Discussion in 'Wall St. News' started by ByLoSellHi, Oct 4, 2008.

  1. This has been all over the news, talked about on CSPAN, bill text posted all over the blogosphere - nobody is hiding it, not sure how you missed it. The now-infamous Sunday night conference call between Treasury and SIFMA members - recorded and torrented - talked about this specifically.

    Whoever is the running the "bailout" will have tremendous latitude in how the deals with individual banks get worked out. Despite the rhetoric from those who voted "Aye", it is still essentially an unlimited blank check.
     
    #11     Oct 5, 2008
  2. Basic summary as I understand it:

    Corporation XYZ needs to raise short term capital (for payroll, to buy machinery, whatever).

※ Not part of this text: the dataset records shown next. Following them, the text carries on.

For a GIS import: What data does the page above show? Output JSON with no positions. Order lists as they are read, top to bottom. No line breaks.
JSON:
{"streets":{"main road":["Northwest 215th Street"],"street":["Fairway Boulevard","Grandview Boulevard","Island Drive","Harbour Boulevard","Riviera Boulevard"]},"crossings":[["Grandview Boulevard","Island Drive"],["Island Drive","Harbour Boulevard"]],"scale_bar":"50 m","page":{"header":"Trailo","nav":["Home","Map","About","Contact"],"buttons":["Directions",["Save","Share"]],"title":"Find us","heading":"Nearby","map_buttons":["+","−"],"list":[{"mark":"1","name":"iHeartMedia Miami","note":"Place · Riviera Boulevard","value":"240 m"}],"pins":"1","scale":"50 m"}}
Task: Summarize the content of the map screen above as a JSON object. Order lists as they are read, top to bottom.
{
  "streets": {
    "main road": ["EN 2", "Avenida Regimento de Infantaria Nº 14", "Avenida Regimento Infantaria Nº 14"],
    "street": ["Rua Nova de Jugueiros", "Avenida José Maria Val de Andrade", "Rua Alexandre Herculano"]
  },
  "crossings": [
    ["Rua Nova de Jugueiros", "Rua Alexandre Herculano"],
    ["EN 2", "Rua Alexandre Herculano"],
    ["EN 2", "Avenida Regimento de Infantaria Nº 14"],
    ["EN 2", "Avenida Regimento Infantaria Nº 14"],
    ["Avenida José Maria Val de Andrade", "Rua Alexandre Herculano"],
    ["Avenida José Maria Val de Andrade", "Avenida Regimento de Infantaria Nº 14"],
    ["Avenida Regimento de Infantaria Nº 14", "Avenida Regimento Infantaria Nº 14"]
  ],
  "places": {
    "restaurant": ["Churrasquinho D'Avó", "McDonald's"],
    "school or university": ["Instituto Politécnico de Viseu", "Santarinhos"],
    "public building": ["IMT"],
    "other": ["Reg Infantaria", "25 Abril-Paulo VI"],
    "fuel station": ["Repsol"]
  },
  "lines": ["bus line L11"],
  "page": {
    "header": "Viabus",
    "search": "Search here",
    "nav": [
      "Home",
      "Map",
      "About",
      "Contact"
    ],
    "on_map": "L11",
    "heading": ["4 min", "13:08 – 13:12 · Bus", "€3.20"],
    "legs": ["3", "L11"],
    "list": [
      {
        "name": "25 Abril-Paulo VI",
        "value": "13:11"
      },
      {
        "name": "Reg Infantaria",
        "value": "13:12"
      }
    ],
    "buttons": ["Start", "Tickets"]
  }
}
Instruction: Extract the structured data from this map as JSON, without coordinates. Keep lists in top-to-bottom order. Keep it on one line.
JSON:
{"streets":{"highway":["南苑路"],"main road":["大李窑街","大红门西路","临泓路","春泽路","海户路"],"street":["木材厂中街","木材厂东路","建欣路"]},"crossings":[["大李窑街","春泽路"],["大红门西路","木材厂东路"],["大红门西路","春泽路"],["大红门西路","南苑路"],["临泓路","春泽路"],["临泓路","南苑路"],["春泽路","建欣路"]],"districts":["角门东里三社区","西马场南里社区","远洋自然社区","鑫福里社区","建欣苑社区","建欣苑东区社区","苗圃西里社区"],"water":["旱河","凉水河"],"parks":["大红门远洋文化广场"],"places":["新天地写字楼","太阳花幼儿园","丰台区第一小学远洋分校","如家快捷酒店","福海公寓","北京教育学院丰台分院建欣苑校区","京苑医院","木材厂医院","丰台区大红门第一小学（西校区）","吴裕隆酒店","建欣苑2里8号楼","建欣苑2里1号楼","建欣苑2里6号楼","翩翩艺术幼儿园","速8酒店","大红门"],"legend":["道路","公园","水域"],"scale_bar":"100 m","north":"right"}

    In past, an employee (low level clerical position typically) of Corporation XYZ would call a specialist at the bond desk of a Lehman, Goldman Sachs, JP Morgan, and say 'Hey, we need 1 billion by 11 a.m. today for use over the next 30 days.'

    Specialist at trading desk would say 'Okay, we will float paper today and you will have to pay face value plus 100 basis points.'

    Paper would be sold in market that day, with investors receiving bond, Corporation XYZ receiving 1 billion - everyone is happy.

    Now, people begin to see that there is a market for insuring the risk of default, which steals some interest on the paper, but makes the paper more marketable and 'safe' in the eyes of investors.

    Hence, the 'credit swap default' is born.

    Hedge funds, specialist desks at brokerage firms such as Goldman and Morgan begin to sell CSD insurance, raking in huge profits, but not being required to set aside enough capital to insure payment in the event of an actual default on the insurance they're selling.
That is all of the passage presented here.